Exercise description —
Each line with the word "высоты" must appear in the answer, copied from the records.

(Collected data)
= Beginning of Section =
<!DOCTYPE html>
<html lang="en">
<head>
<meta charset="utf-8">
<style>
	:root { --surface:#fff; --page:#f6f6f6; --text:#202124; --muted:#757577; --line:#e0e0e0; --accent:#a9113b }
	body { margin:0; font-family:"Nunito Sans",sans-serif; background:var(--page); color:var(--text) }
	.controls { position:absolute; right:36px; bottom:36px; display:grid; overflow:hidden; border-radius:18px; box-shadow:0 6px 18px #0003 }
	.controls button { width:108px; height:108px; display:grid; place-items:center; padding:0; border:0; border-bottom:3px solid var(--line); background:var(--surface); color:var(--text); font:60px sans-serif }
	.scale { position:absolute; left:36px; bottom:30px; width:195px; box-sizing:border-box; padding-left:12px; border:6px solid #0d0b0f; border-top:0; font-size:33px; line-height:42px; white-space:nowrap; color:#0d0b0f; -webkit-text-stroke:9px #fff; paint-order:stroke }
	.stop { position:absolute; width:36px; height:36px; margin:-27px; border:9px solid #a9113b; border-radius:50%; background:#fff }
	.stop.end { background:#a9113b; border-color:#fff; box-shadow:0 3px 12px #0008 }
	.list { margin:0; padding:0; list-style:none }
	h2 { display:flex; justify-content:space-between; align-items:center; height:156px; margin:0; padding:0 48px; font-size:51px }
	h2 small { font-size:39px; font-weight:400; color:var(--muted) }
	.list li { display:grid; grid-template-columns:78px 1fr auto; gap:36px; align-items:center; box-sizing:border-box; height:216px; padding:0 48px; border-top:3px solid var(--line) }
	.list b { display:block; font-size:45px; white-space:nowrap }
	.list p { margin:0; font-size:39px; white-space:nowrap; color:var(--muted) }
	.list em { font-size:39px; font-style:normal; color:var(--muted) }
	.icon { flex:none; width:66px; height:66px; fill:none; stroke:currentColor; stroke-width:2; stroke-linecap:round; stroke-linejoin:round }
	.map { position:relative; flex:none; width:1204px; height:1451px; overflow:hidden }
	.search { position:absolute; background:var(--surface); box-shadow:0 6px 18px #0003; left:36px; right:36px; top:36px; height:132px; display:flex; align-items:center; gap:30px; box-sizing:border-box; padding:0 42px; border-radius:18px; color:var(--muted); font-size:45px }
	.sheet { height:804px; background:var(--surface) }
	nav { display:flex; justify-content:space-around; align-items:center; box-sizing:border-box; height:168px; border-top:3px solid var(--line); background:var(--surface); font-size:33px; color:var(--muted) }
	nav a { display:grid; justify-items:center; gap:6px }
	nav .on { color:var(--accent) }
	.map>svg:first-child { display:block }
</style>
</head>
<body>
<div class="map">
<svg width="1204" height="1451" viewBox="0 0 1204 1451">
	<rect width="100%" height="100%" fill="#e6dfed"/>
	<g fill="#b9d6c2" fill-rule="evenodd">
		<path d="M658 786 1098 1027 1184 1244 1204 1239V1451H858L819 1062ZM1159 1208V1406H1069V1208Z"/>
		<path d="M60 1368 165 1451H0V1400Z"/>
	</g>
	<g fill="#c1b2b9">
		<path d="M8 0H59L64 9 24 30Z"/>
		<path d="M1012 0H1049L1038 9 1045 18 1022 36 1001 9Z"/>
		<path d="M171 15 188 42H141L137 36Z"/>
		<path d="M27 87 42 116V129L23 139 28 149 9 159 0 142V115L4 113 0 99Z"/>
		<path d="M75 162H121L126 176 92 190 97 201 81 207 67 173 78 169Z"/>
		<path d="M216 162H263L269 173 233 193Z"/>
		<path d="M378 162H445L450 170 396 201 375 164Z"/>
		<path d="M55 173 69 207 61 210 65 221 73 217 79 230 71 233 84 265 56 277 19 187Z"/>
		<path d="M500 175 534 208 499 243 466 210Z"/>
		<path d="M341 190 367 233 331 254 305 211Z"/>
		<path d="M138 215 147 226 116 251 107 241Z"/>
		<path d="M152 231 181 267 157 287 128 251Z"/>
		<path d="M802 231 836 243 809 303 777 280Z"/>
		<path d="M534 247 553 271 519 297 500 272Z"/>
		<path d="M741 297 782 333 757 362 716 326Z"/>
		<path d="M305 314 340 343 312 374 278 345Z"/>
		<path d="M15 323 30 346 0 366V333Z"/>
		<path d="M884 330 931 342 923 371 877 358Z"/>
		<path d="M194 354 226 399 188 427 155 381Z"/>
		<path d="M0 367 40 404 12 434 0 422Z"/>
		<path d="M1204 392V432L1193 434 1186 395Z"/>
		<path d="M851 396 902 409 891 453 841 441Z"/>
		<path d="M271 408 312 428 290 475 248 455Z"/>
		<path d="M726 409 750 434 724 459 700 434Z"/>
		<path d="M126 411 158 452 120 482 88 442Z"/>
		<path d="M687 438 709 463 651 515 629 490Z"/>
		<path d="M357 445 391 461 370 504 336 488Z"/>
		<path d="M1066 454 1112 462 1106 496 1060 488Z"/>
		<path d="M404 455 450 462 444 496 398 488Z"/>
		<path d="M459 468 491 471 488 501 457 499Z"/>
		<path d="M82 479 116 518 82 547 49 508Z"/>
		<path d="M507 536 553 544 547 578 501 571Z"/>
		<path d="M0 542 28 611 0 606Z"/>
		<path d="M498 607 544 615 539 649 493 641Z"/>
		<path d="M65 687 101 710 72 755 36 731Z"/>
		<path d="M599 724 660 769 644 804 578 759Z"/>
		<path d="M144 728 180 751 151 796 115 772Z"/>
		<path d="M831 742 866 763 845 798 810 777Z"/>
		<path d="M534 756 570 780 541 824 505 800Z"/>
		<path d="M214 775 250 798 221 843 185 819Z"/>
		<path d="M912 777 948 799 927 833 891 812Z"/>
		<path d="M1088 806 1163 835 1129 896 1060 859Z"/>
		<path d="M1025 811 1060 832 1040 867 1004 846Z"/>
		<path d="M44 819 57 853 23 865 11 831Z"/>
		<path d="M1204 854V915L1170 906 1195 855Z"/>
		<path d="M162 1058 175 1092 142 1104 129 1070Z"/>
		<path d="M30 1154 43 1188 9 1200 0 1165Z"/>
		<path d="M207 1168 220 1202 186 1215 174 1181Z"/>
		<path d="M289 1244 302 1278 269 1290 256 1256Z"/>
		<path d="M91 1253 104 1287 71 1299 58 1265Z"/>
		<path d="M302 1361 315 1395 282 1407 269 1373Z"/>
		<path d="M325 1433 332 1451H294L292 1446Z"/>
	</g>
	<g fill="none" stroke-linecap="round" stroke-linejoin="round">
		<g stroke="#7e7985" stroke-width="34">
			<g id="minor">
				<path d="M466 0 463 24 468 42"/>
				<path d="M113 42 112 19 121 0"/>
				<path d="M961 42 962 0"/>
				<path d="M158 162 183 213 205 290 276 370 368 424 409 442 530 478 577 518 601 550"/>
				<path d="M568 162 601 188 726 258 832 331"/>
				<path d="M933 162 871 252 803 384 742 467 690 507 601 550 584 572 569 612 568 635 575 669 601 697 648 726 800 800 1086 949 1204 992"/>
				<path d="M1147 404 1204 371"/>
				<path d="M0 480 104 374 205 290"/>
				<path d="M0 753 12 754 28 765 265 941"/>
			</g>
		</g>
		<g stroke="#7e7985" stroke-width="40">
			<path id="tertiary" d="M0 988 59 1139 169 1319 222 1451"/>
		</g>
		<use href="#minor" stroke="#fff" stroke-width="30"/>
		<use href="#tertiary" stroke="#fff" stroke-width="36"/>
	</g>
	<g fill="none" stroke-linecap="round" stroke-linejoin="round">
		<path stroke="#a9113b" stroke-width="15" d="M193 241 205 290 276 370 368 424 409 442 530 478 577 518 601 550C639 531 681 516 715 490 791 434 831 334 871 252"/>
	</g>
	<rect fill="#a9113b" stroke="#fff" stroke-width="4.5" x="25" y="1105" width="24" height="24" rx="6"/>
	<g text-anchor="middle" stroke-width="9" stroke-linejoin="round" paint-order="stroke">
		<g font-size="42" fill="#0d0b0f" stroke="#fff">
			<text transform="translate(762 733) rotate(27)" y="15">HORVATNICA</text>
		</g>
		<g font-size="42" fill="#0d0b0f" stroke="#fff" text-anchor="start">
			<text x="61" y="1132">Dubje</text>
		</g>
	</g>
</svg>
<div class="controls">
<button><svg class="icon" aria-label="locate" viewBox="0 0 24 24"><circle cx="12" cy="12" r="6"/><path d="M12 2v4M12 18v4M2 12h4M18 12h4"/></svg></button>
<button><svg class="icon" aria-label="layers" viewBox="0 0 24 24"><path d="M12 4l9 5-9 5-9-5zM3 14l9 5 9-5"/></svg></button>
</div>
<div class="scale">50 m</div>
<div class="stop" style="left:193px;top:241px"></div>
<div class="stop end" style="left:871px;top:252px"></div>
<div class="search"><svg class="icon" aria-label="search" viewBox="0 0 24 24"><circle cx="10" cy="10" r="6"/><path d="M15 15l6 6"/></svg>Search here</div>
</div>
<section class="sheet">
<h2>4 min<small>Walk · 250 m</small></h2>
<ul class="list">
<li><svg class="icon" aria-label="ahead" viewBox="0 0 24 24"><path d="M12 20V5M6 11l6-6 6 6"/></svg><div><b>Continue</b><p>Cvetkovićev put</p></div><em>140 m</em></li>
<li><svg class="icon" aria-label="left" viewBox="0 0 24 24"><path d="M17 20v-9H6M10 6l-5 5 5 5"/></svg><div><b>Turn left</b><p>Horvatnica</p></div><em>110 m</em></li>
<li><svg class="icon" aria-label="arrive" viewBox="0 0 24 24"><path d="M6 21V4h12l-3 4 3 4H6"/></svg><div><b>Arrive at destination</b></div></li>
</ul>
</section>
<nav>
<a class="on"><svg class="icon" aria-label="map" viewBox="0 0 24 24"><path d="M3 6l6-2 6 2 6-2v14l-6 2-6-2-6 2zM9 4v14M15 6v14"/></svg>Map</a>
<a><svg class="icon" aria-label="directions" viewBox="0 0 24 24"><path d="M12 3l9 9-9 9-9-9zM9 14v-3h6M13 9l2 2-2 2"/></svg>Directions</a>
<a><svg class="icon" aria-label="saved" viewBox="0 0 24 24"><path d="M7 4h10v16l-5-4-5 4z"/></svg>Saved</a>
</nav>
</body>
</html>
= End of Section =
= Beginning of Section =
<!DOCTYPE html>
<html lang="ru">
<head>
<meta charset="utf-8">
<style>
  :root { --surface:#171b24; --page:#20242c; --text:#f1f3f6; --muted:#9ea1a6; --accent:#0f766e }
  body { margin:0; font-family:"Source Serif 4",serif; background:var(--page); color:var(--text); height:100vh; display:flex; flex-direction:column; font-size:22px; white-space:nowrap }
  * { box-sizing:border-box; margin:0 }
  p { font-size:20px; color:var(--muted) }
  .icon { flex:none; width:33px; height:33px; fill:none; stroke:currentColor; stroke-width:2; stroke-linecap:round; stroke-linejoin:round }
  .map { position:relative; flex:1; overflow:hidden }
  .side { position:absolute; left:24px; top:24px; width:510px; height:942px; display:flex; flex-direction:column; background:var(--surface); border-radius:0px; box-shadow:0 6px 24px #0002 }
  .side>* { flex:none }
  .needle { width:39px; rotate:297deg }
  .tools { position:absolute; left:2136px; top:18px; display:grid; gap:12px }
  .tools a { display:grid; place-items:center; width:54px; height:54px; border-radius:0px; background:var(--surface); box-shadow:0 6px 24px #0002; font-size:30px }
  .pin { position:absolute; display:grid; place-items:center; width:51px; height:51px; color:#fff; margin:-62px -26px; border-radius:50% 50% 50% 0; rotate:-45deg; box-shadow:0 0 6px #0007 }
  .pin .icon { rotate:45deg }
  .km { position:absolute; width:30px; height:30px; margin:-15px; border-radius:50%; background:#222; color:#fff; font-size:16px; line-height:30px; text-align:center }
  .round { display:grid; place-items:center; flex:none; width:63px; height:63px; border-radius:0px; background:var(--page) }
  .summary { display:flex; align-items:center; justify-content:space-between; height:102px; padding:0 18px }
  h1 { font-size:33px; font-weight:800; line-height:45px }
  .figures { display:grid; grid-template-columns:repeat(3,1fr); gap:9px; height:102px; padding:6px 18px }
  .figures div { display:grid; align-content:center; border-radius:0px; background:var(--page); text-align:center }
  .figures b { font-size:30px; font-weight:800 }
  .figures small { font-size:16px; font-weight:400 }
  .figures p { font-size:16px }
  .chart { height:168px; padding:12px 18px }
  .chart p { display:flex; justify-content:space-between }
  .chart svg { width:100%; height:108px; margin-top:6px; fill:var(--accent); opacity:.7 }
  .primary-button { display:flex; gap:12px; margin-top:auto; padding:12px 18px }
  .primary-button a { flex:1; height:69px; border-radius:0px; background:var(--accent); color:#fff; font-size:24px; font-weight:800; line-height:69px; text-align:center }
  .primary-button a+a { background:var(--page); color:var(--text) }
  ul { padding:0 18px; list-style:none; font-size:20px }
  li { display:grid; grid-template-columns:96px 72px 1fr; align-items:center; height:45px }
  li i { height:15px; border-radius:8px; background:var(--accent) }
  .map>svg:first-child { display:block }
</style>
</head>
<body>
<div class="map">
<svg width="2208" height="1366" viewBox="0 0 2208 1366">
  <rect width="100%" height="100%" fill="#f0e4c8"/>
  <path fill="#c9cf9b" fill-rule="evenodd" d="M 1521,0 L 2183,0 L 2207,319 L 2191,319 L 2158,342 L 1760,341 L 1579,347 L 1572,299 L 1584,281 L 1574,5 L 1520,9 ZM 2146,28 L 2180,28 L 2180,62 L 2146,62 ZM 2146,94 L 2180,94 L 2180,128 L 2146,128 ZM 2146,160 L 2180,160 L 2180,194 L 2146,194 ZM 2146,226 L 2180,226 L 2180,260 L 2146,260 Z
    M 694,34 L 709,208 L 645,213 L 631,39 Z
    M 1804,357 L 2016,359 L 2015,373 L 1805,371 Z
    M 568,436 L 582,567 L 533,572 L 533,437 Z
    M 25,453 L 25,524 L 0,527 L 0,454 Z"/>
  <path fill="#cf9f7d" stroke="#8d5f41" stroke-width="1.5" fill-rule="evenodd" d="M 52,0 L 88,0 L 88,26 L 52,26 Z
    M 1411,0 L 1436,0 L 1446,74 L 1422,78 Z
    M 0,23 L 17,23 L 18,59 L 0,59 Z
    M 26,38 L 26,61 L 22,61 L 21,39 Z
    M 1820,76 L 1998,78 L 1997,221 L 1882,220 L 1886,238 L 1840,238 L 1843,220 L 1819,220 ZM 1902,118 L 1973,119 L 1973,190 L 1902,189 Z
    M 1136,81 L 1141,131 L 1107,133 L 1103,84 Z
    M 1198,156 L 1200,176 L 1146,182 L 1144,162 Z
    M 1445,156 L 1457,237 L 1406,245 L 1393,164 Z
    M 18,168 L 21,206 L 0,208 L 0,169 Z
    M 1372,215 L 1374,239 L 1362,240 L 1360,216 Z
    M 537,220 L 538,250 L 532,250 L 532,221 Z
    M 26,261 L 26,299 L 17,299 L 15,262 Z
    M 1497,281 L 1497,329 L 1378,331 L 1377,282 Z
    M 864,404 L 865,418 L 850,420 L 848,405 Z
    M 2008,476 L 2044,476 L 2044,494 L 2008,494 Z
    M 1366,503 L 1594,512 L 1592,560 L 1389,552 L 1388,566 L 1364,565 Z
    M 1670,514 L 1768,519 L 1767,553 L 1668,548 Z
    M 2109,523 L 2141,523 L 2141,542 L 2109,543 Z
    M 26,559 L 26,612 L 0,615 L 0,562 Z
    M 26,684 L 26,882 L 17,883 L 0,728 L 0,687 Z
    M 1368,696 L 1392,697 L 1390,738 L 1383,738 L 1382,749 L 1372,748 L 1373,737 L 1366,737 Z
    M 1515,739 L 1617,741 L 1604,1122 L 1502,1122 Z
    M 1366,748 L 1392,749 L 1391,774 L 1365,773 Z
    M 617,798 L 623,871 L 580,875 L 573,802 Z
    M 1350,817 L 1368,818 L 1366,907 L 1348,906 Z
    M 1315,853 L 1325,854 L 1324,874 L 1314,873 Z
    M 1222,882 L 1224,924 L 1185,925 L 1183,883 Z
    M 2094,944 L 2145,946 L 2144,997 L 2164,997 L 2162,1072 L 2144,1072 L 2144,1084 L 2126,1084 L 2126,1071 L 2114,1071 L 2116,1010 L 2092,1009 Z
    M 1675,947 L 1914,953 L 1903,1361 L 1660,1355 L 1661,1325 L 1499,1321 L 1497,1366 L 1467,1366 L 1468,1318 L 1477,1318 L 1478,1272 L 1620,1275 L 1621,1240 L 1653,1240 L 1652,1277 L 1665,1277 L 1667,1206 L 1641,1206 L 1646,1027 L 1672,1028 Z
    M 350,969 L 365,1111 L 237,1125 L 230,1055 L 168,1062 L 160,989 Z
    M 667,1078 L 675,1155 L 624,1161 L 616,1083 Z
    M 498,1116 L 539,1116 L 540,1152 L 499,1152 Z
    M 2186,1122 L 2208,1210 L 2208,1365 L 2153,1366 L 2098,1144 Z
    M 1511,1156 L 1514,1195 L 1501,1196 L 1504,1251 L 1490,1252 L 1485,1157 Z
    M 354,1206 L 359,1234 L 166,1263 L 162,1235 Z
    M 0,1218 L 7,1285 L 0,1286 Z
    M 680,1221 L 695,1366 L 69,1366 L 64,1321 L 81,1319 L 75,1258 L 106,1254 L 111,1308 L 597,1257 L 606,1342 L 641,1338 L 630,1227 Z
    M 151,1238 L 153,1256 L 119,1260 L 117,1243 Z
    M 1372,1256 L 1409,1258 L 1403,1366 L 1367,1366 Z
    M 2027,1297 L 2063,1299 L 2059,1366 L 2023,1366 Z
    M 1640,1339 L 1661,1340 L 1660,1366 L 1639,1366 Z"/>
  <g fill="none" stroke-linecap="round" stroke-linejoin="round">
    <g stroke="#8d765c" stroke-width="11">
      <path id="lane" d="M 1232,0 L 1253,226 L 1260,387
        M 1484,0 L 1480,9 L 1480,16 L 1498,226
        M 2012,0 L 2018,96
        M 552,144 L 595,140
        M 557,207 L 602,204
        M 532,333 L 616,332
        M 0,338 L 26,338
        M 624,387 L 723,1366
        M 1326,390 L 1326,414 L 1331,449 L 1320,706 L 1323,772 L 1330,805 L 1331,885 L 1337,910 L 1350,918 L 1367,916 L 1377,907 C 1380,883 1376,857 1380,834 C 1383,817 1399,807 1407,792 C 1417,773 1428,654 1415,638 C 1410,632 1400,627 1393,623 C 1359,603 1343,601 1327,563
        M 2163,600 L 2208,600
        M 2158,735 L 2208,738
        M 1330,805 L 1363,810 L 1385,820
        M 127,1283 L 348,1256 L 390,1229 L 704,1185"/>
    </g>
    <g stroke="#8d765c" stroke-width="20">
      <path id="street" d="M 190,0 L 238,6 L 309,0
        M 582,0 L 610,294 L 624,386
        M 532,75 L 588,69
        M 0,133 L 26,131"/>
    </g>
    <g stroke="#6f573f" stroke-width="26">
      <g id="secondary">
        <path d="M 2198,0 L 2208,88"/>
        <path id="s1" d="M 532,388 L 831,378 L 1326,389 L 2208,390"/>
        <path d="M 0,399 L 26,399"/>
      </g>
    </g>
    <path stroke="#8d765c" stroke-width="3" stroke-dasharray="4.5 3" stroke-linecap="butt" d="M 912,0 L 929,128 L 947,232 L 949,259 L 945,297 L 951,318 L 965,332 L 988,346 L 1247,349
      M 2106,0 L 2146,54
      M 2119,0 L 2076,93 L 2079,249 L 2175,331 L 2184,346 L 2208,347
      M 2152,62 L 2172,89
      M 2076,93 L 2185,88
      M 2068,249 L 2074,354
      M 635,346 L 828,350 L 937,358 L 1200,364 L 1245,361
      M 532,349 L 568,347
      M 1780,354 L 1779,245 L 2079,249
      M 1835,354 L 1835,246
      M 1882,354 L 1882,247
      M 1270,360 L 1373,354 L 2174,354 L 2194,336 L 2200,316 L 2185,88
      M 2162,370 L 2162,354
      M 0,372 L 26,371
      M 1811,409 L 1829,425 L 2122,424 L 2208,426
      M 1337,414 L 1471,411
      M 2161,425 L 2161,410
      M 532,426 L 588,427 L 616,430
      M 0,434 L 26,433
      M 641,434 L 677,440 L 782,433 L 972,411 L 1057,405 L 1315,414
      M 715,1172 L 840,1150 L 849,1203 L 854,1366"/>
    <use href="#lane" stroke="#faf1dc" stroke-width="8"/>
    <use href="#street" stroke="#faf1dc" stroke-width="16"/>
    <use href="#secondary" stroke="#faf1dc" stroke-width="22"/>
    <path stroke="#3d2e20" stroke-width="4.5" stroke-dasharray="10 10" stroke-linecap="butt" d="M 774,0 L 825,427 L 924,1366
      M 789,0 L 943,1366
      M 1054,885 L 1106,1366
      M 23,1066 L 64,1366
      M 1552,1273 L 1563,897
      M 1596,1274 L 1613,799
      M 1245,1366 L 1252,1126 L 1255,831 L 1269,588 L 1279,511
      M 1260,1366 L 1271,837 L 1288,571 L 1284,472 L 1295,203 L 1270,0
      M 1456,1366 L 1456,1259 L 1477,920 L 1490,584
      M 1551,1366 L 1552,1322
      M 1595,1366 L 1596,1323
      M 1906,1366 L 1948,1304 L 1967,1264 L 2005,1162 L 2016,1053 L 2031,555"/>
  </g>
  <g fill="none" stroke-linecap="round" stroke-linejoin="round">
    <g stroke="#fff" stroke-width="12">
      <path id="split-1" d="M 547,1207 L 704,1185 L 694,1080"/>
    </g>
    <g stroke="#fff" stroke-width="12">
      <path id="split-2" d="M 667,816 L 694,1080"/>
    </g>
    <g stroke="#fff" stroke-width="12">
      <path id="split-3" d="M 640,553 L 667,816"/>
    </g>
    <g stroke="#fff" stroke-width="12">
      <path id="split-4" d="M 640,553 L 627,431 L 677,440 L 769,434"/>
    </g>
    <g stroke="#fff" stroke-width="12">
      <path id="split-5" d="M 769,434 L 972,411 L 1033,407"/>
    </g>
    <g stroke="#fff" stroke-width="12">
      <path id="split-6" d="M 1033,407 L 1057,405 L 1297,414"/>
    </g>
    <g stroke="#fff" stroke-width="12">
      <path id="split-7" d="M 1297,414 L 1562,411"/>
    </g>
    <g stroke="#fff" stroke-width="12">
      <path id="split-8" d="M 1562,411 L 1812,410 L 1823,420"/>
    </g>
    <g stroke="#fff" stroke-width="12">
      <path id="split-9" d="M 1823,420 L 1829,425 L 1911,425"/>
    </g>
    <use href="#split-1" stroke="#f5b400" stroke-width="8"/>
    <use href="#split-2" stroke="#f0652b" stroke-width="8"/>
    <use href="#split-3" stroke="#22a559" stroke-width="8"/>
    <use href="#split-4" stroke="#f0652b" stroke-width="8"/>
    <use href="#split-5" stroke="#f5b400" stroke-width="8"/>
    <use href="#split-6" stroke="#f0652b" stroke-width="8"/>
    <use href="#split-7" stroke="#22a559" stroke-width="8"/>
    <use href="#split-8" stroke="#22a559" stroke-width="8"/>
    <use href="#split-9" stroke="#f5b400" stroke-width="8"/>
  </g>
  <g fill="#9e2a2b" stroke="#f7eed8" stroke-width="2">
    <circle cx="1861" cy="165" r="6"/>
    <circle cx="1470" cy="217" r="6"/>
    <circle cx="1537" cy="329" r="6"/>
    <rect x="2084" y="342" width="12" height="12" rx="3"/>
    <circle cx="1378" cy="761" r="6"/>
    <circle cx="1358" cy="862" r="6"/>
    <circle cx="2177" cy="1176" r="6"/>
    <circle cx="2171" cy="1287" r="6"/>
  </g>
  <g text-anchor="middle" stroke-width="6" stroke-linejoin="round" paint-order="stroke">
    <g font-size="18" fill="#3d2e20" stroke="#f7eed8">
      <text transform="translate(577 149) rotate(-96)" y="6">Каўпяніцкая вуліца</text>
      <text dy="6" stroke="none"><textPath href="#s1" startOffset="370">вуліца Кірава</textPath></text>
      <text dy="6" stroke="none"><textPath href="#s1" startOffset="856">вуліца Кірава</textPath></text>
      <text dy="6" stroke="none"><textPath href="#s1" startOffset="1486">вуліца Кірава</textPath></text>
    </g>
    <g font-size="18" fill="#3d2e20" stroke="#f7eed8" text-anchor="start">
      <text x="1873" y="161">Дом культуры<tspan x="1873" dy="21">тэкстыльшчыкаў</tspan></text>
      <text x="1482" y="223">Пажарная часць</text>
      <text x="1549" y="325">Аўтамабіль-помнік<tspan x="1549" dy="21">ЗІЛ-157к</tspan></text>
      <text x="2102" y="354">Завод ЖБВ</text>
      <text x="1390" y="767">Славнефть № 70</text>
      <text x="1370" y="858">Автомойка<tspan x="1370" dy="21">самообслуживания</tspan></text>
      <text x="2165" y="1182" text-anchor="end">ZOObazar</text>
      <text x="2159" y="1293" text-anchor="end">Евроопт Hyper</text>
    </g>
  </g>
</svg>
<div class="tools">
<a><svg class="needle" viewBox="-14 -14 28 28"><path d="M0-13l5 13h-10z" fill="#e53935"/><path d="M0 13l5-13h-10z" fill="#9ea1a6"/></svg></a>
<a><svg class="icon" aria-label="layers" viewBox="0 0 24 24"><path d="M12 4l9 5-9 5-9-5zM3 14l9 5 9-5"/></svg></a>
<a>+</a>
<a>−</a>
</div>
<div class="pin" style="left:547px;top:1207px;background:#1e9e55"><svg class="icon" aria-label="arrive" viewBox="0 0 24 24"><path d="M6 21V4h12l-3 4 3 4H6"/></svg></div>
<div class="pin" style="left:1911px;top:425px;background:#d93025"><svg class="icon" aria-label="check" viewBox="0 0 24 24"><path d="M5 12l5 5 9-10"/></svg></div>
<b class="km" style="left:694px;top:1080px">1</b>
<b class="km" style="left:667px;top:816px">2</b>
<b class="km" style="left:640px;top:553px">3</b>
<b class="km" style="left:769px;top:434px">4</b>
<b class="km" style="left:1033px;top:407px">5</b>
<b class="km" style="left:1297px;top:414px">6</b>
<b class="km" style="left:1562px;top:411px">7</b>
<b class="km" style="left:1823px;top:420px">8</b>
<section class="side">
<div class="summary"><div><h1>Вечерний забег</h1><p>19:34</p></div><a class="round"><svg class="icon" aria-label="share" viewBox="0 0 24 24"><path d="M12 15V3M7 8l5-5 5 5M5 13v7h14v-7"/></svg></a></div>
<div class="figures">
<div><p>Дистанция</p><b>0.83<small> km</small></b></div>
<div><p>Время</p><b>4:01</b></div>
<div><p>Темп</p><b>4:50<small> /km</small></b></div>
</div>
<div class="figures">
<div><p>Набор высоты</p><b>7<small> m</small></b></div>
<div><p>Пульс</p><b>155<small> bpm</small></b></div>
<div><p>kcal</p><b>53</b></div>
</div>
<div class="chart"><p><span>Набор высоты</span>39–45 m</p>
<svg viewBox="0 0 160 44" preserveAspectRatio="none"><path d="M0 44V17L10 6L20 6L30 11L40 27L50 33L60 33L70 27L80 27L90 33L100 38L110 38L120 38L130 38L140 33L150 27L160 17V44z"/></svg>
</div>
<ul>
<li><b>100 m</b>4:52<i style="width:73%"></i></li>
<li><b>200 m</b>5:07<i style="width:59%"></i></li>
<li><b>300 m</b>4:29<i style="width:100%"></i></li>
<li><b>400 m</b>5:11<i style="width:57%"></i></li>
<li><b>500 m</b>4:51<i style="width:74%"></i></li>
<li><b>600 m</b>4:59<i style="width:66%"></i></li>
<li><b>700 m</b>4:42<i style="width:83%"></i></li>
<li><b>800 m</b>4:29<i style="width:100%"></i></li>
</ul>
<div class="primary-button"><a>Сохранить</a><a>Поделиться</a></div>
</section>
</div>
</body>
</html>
= End of Section =
Answer space —
<div><p>Набор высоты</p><b>7<small> m</small></b></div>
<div class="chart"><p><span>Набор высоты</span>39–45 m</p>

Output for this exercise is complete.